» **EXTRACTED ENTRIES**:
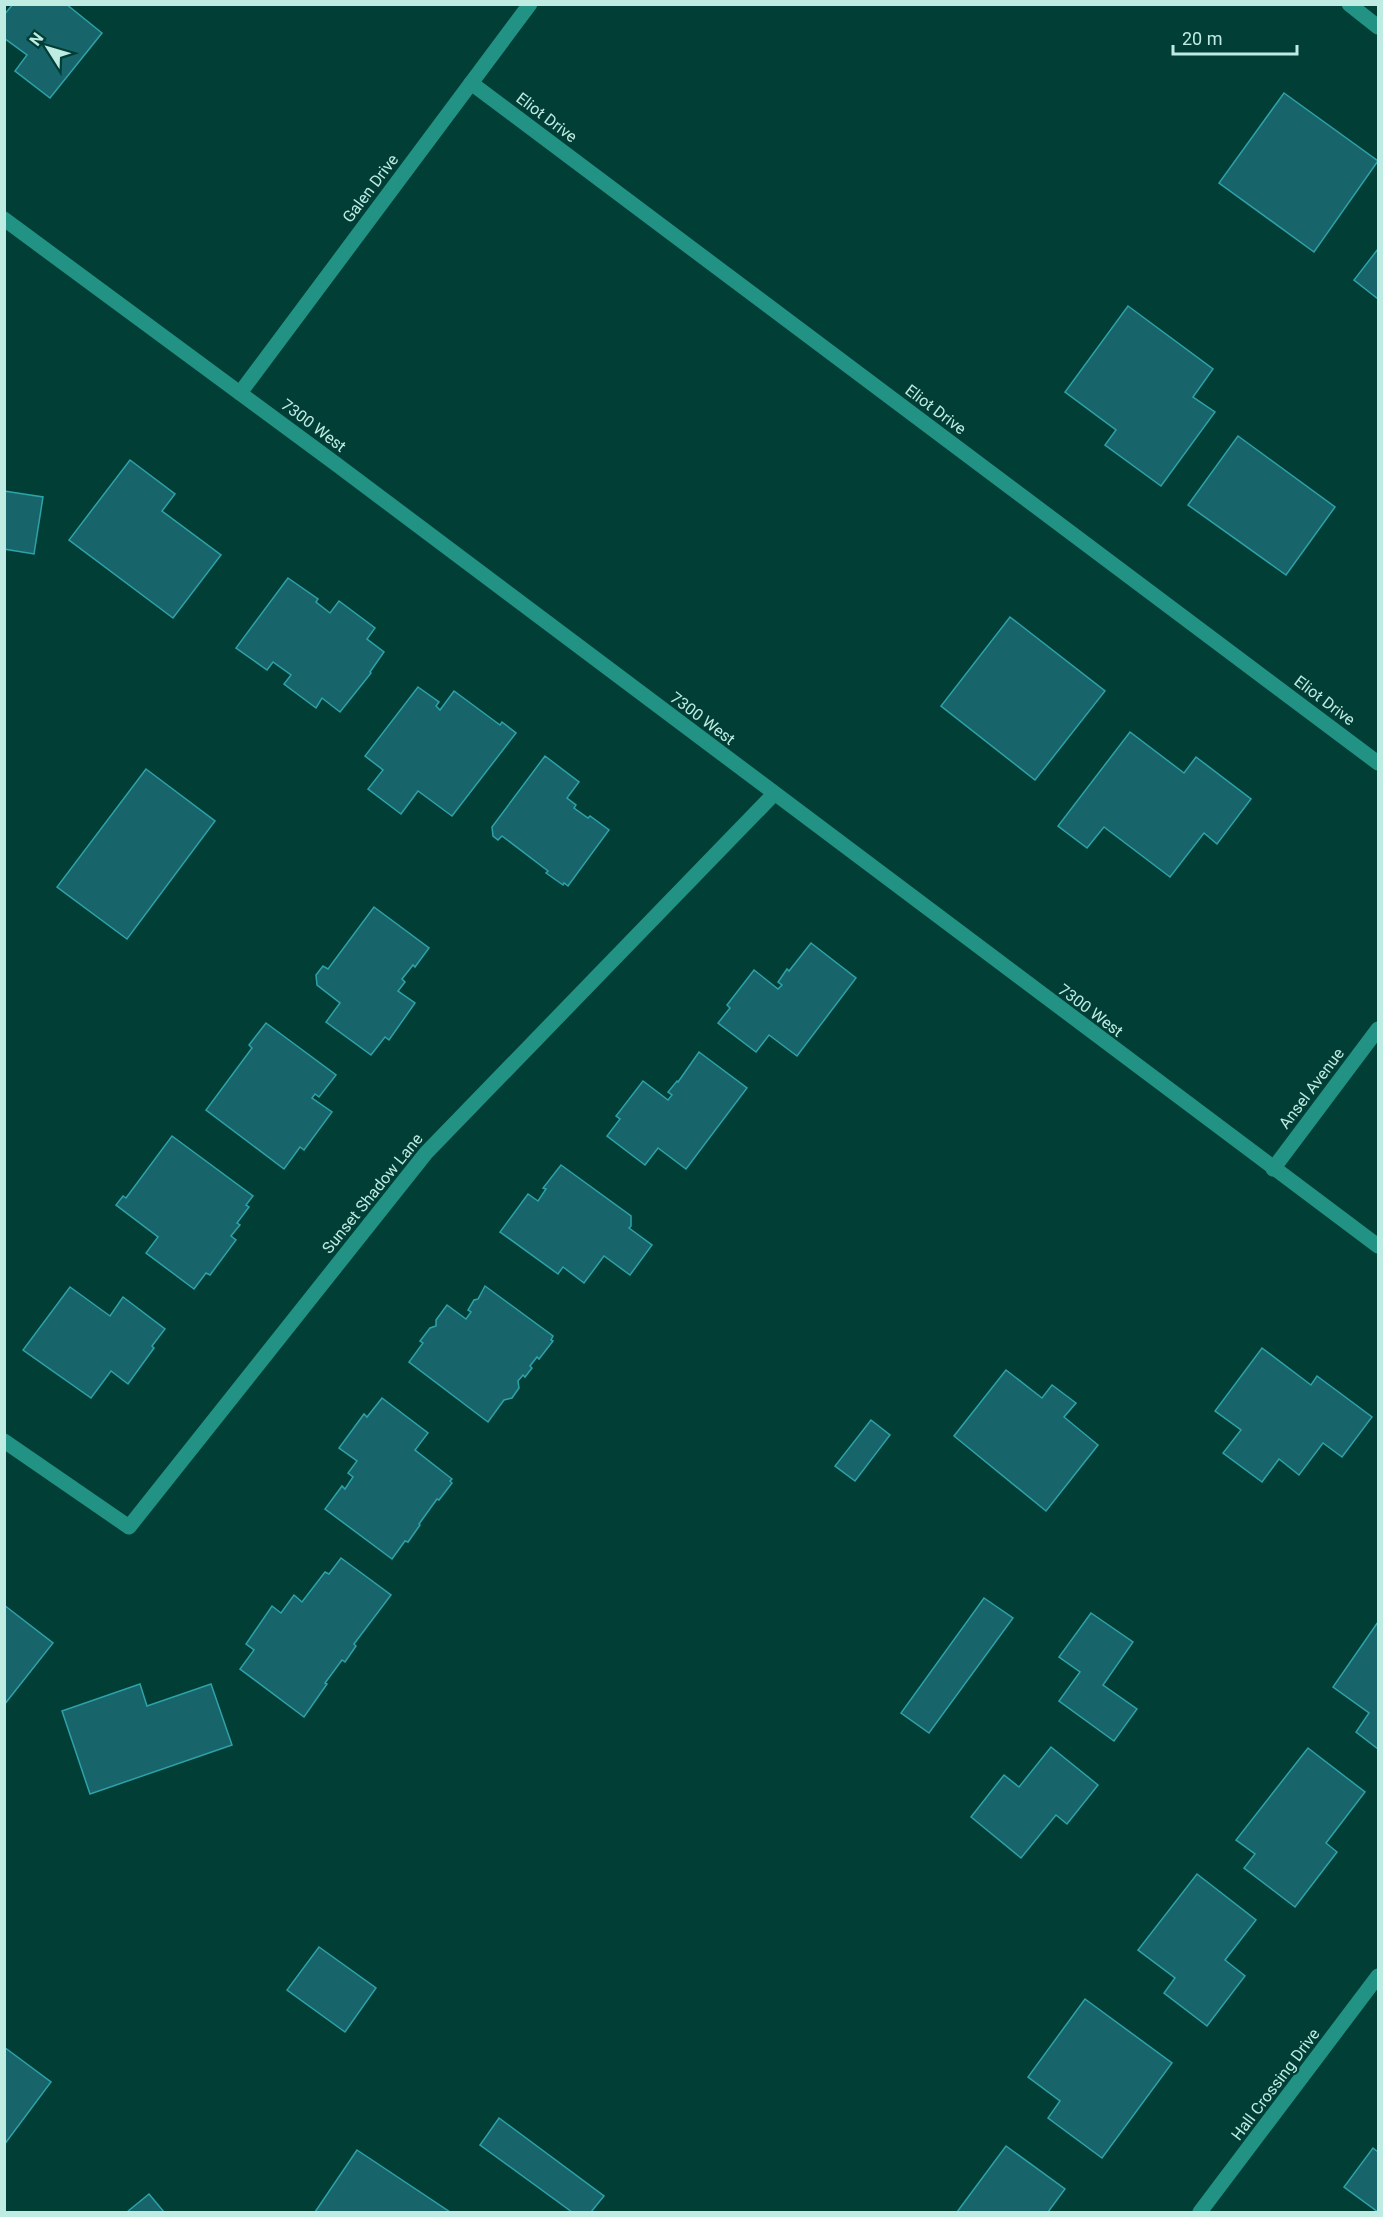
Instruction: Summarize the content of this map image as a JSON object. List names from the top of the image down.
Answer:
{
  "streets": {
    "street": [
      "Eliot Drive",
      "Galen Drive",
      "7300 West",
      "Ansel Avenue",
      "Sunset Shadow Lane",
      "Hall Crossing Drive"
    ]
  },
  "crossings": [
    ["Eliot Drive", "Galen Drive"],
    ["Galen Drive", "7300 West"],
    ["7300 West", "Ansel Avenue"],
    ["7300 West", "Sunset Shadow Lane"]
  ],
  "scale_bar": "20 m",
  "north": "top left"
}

* * *

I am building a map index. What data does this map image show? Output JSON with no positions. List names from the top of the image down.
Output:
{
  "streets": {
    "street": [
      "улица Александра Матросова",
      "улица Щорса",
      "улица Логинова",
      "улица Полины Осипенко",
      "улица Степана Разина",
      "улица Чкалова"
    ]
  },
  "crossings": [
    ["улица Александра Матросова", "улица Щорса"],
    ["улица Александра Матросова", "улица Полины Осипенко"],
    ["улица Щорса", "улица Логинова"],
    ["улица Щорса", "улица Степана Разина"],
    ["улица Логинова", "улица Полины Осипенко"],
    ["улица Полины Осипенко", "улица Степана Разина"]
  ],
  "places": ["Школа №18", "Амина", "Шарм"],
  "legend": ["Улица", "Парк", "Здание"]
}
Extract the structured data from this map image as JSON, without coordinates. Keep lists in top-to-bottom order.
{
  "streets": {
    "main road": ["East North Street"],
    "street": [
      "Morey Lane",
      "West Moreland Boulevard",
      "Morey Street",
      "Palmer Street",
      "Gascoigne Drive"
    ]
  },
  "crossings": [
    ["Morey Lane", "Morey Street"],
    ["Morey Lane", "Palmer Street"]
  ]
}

» **TASK DETAILS**: In the material above, tally each line where "down" appears, and respond with only the tally.

» **RESULT FOR THIS EXERCISE**: 2